Innovation for the public good
Educating leaders. Creating knowledge. Serving society. At Berkeley Engineering, that third element of our motto is often what separates the careers of our alumni from those of other engineers. Serving the broader public is baked into the educational programming at UC Berkeley, and the College of Engineering takes that mission seriously. The stories below offer four examples of how our alums are using their technical training to benefit their local communities, make health care screenings more accessible, build safer infrastructure and provide disaster relief.
Using tech to bring relief
In 2013, Dustin Li (B.S.’07 EECS) was living in the United Arab Emirates (UAE) while working on his doctorate in bioengineering. When he read about the Typhoon Haiyan — which severely damaged many areas in the Philippines — he felt compelled to apply his engineering skills to the relief efforts. He connected with the United Nations’ Fast IT and Telecommunications Emergency and Support Team (FITTEST) in the UAE and soon became the first volunteer it ever deployed. Armed with an old laptop and a little cash, he was flown to the Philippines. Thus began an unexpected new trajectory — one that Li remains passionate about today.

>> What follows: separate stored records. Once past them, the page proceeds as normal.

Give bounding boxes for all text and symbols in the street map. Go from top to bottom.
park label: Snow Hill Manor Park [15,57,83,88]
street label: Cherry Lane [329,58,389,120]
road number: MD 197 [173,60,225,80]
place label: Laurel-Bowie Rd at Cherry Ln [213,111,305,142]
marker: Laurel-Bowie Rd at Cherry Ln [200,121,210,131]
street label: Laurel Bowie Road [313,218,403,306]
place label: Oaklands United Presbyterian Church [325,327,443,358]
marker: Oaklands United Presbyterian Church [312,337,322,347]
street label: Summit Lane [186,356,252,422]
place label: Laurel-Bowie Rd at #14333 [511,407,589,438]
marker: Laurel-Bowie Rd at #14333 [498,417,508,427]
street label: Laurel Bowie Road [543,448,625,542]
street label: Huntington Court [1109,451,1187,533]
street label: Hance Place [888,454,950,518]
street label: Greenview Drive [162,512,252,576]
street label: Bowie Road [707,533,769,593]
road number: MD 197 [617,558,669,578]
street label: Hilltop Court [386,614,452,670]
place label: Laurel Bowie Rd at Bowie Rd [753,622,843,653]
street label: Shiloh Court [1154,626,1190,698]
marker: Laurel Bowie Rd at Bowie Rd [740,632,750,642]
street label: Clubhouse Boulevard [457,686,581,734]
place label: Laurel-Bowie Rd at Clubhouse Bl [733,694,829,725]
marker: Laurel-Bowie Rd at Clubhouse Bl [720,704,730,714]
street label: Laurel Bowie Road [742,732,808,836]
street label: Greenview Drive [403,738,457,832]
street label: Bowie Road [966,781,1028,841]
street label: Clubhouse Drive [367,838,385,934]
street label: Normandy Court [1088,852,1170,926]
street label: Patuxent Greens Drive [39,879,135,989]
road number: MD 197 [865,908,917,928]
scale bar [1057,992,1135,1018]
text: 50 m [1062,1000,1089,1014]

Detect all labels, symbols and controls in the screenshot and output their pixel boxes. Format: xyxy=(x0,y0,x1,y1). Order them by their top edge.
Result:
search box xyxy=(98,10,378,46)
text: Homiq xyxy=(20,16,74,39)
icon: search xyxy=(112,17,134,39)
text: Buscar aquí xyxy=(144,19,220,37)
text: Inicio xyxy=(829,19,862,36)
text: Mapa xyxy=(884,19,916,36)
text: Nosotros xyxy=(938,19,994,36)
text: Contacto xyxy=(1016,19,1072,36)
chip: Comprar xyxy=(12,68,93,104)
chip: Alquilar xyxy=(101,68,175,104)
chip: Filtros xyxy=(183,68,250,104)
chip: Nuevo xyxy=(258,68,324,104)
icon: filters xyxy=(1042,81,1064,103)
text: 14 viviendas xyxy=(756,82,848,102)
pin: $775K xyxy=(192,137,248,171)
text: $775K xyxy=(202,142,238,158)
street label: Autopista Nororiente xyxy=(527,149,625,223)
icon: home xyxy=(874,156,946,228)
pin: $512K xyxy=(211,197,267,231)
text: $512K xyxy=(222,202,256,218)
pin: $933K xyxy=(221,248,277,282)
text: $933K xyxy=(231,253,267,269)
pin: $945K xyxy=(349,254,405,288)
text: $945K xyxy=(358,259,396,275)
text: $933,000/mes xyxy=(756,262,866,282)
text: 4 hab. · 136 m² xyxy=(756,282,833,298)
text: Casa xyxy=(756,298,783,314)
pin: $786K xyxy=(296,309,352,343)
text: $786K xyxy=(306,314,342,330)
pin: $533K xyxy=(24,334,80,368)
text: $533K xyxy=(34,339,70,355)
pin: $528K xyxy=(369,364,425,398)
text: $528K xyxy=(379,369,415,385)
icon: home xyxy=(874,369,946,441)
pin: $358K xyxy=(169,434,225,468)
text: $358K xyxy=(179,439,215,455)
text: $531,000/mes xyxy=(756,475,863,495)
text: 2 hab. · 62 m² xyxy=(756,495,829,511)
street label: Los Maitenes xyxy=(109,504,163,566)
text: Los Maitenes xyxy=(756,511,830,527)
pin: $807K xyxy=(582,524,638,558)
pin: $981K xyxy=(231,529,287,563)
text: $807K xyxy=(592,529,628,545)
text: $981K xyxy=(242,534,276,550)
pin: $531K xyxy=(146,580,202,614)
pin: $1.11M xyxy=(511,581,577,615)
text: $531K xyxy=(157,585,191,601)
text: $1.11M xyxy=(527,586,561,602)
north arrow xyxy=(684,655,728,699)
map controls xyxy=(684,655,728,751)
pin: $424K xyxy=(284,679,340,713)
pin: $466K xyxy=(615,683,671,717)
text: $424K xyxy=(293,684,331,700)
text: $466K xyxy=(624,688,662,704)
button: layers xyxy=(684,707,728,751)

“My guiding star has long been to maximize my positive impact on people around the world,” Li said. “My time in the Philippines showed me the tremendous impact of relief efforts, simply by providing emergency communications infrastructure and technical consulting.”
Li caught his first glimpse of how engineering could be channeled toward public good while an undergrad at Berkeley. After working on a biomonitoring device at Lawrence Berkeley National Laboratory, he was inspired to attend graduate school in bioengineering. But by the time he’d returned from the Philippines, he had decided to change his career path to focus on disaster relief.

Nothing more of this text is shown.